The term was applied by Emile Boirac (1851-1917), who had strong interests in psychic phenomena. Boirac's term directs our attention to the past. However, a little reflection reveals that what is unique about déjà vu is not something from the past but something in the present, namely, the strange feeling one has. We often have experiences the novelty of which is unclear. In such cases we may have been led to ask such questions as, "Have I read this book before?" "Is this an episode of Inspector Morse I've seen before?" "This place looks familiar; have I been here before?" Yet, these experiences are not accompanied by an uncanny feeling. We may feel a bit confused, but the feeling associated with the déjà vu experience is not one of confusion; it is one of strangeness. There is nothing strange about not remembering whether you've read a book before, especially if you are fifty years old and have read thousands of books over your lifetime. In the déjà vu experience, however, we feel strange because we don't think we should feel familiar with the present perception. That sense of inappropriateness is not present when one is simply unclear whether one has read a book or seen a film before.
Thus, it is possible that the attempt to explain the déjà vu experience in terms of lost memory, past lives, clairvoyance, and so on may be completely misguided.

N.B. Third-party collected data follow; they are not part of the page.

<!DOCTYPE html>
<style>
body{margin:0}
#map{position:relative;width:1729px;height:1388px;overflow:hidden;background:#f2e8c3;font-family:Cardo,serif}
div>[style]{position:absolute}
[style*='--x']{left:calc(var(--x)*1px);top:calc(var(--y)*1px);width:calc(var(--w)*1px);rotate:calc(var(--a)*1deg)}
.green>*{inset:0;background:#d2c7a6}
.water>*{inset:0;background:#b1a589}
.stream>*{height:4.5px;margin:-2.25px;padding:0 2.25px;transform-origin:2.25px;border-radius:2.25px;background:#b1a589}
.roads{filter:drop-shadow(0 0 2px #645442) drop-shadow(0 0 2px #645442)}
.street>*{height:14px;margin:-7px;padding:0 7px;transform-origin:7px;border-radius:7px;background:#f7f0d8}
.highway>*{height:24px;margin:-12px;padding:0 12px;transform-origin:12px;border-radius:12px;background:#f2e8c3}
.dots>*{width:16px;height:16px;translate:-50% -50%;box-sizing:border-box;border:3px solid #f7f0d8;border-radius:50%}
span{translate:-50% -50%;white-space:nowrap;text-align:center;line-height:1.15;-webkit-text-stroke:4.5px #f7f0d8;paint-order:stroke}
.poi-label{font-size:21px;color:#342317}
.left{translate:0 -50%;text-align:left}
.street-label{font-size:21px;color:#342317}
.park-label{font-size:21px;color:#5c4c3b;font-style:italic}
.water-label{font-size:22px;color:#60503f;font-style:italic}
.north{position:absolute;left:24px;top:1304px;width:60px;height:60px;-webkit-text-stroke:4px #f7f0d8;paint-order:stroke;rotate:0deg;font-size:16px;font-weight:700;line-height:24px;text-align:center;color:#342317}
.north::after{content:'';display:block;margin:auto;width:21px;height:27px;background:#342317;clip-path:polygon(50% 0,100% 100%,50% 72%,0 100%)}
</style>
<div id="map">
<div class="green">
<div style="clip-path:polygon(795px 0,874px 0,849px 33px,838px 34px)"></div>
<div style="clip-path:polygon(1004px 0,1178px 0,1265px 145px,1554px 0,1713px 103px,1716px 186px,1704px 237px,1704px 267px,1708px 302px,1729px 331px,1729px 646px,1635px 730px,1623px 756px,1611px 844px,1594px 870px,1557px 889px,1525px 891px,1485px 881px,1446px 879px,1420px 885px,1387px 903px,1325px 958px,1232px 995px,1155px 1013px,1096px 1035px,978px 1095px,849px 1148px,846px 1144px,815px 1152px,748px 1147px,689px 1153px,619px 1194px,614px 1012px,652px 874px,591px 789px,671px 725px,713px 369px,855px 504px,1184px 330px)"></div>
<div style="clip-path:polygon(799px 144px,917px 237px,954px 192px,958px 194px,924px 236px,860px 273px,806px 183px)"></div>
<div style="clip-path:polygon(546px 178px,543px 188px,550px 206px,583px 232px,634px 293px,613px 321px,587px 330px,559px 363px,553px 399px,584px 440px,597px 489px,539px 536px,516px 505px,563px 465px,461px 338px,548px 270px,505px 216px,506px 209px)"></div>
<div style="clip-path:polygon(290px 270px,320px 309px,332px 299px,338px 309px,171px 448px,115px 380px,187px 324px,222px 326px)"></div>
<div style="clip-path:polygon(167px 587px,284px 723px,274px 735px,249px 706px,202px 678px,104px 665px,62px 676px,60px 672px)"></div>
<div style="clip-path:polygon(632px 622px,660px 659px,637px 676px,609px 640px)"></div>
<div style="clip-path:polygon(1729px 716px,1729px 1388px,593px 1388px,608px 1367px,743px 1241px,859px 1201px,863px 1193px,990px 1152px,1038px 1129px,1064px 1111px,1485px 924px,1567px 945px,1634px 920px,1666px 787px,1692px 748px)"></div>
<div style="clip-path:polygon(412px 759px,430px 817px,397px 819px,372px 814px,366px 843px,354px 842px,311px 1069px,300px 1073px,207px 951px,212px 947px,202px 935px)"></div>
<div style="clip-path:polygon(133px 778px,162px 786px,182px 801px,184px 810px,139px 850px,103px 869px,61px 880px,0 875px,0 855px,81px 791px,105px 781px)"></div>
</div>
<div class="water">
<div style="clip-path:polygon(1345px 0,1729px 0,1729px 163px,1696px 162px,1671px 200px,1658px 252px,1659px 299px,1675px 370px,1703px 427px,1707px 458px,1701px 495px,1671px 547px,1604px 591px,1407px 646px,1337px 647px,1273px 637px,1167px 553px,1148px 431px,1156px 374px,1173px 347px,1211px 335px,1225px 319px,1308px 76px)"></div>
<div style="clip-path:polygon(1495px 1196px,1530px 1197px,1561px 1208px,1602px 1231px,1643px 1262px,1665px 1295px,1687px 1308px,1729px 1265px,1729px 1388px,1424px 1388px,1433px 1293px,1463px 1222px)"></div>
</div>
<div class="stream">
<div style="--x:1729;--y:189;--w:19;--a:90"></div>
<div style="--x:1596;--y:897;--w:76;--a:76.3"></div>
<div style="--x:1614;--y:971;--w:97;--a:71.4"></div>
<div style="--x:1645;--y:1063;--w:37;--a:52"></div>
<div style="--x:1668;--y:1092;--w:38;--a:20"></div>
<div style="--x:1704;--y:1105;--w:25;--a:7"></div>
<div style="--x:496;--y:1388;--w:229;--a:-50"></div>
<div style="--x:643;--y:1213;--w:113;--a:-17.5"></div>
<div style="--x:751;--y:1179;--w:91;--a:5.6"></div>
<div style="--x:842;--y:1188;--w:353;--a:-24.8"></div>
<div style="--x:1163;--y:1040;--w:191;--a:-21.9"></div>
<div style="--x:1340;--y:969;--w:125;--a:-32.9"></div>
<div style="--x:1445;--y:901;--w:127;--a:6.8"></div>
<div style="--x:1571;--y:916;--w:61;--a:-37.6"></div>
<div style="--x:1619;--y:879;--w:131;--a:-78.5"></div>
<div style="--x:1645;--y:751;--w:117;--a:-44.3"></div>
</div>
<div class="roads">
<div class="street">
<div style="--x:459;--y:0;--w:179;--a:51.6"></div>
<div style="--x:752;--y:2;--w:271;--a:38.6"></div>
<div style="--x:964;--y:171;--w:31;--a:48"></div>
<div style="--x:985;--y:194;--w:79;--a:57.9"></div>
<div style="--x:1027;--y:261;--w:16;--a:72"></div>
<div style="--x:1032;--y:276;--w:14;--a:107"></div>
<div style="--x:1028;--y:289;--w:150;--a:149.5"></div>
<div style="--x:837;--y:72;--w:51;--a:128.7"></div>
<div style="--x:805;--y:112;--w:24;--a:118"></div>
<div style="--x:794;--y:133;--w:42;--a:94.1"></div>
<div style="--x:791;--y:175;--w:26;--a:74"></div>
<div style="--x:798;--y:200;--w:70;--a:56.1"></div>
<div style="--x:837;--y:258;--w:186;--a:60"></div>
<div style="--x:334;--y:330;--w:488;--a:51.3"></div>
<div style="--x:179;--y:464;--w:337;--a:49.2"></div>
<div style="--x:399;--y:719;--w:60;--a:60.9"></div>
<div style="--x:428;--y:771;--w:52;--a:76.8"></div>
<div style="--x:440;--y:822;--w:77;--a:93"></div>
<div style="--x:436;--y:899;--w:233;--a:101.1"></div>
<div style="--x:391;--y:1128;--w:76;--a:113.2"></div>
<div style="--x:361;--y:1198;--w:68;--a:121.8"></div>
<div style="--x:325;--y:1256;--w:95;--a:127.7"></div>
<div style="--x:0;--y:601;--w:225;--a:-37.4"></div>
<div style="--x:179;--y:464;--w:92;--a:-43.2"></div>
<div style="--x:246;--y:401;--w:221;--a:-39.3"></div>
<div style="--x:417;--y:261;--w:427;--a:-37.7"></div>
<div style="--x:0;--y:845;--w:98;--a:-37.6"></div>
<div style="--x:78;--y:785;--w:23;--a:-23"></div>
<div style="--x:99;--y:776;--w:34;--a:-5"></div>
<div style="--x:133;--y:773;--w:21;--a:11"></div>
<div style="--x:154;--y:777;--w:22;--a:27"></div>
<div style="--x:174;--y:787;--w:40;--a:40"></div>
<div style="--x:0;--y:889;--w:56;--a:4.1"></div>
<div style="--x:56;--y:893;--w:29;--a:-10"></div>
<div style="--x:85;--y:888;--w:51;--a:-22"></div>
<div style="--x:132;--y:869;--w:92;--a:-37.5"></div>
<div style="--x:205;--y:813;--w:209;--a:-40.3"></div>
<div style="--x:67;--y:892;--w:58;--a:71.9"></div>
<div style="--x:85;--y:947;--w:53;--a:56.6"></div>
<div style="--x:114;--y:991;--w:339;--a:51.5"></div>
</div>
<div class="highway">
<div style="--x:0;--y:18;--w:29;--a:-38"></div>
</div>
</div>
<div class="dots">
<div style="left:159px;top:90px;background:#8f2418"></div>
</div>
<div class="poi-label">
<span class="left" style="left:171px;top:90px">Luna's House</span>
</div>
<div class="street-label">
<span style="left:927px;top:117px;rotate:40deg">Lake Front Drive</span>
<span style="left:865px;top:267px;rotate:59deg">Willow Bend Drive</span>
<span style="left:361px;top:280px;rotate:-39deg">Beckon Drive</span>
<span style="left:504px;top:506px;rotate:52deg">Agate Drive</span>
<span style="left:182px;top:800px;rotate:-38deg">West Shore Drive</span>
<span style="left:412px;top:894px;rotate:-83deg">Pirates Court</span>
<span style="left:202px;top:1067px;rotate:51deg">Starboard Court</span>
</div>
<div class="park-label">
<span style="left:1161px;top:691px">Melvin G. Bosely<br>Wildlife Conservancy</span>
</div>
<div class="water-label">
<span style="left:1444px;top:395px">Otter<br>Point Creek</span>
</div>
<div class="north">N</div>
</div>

We should be talking about the déjà vu feeling. That feeling may be caused by a brain state, by neurochemical factors during perception that have nothing to do with memory. It is worth noting that the déjà vu feeling is common among psychiatric patients. The déjà vu feeling also frequently precedes temporal lobe epilepsy attacks. When Wilder Penfield did his famous experiment in 1955 in which he electrically stimulated the temporal lobes, he found about 8% of his subjects experienced "memories." He assumed he elicited actual memories. They could well have been hallucinations and the first examples of artificially stimulated déjà vu.
 
Light posts, business lights, etc...sometimes turn off when I get near them...it's creepy. There could be one light on a road and it will turn off when I drive right under it. But my sixth sense is that I know when someone is in a room or about to be close to me. I can feel and hear the air pressure change. I know that sounds weird but if it is dead quiet and someone tries to sneak up on me...the pitch and density of the quiet changes. I don't know how to explain it. Even if a tv is on, a certain pitch changes and I can hear it. I can sometimes even do it with phones or people about to ring the door bell. I just can hear it.